Shish lentil meatballs on carrot spaghetti topped with rocket and feta
Great for a healthy light lunch or dinner, these meat free lentil "meatballs" are a revelation for meat and veggie lovers alike.
Difficulty level: 3/5
Preparation time: 10 minutes
Cooking time: 30 minutes
Recipe serves 2 people.
- 4 tbsp olive oil
- 1 medium onion (finely chopped)
- 3 cloves garlic (finely chopped)
- 1 egg
- 1 1/2 cups cooked and cooled lentils (cooked in vegetable stock)
- 2 tbsp shish blend
- 2 handfuls rocket salad
- 1 tbsp tomato paste
- 6 carrots
- salt + pepper to taste
- (1 tbsp balsamic + 3 tbsp olive oil + 1 tsp mustard dressing optional)

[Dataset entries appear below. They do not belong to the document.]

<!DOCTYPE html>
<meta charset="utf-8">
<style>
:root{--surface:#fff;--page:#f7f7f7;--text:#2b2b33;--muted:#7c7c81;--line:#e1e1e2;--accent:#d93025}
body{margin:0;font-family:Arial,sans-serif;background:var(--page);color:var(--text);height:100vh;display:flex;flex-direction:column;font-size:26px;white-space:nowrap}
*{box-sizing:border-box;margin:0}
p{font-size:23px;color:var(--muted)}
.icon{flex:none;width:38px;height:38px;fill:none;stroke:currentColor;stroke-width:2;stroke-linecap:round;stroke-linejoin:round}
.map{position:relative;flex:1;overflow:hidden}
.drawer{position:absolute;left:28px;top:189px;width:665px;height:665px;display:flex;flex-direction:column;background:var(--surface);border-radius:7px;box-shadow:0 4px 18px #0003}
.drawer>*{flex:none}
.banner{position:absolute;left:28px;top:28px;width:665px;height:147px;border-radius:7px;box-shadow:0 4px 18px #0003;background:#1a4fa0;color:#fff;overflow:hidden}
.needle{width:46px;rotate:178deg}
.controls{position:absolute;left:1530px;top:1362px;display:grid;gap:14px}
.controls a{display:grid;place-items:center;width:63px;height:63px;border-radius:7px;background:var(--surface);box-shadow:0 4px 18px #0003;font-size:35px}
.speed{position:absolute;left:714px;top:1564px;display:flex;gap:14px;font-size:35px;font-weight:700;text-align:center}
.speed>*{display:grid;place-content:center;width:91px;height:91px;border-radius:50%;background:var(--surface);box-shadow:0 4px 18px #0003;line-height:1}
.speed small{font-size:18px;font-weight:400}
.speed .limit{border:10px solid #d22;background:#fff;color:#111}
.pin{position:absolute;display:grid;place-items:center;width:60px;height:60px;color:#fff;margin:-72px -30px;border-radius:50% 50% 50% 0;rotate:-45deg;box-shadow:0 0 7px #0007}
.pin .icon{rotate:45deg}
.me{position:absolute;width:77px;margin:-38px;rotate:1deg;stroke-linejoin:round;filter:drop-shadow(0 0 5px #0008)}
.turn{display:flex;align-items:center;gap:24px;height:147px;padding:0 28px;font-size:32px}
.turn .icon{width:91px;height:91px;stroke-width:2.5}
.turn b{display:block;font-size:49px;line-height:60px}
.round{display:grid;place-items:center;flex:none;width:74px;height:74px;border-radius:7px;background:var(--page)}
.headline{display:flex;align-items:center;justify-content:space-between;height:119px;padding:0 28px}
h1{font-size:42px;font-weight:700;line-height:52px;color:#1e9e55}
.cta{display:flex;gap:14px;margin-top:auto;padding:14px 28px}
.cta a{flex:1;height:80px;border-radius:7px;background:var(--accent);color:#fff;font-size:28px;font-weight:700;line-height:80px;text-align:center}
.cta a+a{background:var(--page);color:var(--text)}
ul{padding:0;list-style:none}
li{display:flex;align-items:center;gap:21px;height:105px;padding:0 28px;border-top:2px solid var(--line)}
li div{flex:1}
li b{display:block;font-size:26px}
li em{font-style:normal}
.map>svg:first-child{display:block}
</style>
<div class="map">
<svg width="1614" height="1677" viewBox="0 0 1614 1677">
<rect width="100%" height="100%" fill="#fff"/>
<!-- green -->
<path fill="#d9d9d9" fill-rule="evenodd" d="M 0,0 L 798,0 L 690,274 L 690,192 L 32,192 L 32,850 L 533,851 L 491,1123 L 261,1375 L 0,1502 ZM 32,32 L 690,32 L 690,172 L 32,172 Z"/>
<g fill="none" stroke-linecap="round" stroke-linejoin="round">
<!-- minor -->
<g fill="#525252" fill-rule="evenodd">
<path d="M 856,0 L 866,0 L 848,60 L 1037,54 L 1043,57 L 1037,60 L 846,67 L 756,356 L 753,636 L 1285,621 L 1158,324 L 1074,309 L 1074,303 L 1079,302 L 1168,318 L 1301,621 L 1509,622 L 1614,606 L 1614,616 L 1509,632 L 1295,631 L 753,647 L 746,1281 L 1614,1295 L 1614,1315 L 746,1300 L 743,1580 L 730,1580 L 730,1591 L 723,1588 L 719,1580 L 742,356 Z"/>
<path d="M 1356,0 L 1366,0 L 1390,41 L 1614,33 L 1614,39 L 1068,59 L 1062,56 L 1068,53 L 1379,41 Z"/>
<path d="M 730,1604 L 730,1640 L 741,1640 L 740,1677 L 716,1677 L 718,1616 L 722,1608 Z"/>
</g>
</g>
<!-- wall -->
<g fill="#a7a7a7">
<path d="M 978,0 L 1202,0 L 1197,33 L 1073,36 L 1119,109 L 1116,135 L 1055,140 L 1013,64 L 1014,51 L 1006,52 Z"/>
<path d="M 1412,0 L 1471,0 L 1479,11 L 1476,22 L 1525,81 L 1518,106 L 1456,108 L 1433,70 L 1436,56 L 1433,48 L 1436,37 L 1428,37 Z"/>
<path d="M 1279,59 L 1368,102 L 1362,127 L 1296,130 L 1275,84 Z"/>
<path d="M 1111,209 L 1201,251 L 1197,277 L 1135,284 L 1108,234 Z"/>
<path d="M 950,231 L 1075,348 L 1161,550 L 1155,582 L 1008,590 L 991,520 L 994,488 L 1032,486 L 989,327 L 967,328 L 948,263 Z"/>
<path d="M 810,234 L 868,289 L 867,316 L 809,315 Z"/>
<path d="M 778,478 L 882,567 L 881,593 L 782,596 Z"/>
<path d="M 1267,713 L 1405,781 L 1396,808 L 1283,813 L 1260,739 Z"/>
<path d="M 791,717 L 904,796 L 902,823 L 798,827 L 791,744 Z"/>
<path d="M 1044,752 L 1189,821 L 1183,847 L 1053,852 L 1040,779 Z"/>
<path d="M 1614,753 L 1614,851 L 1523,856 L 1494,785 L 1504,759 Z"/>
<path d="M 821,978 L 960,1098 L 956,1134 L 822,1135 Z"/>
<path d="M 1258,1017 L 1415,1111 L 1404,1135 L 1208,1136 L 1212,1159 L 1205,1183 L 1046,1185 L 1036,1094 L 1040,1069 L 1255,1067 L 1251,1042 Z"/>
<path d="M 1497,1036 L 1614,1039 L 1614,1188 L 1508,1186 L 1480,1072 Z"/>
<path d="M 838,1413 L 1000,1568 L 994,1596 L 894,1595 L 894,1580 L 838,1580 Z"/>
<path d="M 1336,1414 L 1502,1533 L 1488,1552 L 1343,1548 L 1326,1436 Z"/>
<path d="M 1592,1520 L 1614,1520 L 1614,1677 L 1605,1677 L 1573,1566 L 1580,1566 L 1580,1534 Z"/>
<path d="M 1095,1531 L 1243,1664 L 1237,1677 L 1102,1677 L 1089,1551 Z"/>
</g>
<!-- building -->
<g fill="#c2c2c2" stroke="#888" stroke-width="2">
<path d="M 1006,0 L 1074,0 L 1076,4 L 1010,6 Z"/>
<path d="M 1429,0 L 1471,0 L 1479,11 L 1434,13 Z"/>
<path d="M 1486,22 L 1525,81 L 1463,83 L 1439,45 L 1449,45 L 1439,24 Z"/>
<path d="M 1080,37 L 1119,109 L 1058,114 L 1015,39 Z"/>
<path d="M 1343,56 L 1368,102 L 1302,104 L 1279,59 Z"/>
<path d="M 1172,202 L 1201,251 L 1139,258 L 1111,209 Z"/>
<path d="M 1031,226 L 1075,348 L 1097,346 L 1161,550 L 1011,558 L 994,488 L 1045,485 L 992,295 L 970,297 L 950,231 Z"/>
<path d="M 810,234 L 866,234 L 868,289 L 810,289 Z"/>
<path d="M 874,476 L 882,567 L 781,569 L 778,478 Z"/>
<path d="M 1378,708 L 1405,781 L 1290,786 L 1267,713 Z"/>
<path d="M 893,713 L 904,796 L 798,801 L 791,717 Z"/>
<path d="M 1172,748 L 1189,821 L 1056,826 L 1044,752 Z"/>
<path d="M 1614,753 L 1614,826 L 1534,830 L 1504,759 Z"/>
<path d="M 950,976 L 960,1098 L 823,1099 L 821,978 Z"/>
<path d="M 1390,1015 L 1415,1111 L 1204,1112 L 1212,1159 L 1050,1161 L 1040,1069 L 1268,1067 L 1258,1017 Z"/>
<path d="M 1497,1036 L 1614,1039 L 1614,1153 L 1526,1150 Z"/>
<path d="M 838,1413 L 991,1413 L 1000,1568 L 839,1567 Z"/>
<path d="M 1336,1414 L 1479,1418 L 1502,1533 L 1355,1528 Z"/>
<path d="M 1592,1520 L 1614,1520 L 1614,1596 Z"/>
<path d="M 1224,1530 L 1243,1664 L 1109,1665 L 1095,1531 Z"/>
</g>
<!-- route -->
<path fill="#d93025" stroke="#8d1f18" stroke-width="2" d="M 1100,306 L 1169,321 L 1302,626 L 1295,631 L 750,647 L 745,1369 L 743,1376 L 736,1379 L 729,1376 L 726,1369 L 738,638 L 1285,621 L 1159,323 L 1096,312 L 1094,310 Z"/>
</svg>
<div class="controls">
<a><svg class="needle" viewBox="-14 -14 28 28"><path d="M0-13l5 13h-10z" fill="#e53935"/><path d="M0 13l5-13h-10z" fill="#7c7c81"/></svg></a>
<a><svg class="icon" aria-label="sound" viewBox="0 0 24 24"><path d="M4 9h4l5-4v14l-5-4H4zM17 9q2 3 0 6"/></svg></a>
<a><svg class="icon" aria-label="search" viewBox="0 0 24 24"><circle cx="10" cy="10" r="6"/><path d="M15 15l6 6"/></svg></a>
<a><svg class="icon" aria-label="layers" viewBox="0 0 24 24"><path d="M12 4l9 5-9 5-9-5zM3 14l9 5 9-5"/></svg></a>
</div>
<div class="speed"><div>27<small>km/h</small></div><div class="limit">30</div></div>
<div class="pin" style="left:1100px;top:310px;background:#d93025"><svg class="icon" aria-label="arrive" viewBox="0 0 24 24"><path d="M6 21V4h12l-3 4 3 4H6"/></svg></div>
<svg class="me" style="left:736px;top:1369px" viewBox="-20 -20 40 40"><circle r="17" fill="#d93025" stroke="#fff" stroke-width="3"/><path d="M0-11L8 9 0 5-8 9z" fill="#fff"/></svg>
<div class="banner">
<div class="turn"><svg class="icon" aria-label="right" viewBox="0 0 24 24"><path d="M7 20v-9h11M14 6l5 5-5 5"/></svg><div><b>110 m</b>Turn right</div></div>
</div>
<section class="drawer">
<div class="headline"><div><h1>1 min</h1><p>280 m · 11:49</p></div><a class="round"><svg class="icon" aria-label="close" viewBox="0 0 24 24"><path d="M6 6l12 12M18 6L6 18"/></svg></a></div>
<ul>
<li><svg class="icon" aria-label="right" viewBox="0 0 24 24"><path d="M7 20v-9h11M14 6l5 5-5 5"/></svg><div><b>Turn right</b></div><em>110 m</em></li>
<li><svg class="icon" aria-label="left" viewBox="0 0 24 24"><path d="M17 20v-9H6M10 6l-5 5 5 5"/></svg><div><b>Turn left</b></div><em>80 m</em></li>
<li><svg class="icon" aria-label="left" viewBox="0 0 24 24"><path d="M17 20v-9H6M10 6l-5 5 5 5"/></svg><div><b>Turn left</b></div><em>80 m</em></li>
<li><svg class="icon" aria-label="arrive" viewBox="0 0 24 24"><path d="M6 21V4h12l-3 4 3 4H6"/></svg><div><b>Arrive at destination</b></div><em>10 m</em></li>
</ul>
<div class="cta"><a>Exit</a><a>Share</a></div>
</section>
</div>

- Cook lentils in pan according to packet instructions (10-15mins). While lentils are cooking, finely chop onion and garlic before adding to a separate pan with oil on a medium heat. Sauté for 2-3 minutes, or until slightly golden brown (being careful not to burn), then remove from heat and turn off stove top.
- Add the following ingredients to a food processor; cooked & cooled lentils, 1 tsp olive oil, sautéed garlic and onion, shish blend, tomato paste, pinch of salt and black pepper. Pulse, mixing until combined, but not puréed, leaving a little texture.
- The texture should be dough-like. If the mixture is still too wet, add flour or breadcrumbs to stiffen up the mixture. Make into small balls, place on baking tray and put in oven for 20-25 mins turning occasionally.
- Ribbon carrots with a vegetable peeler and boil for 2-3 minutes. Drain and set aside.
- Mix rocket leaves with carrot pasta, add lentil meatballs and crumble feta cheese on top.
- Mix olive oil, balsamic and mustard in a cup until well combined then pour onto plate.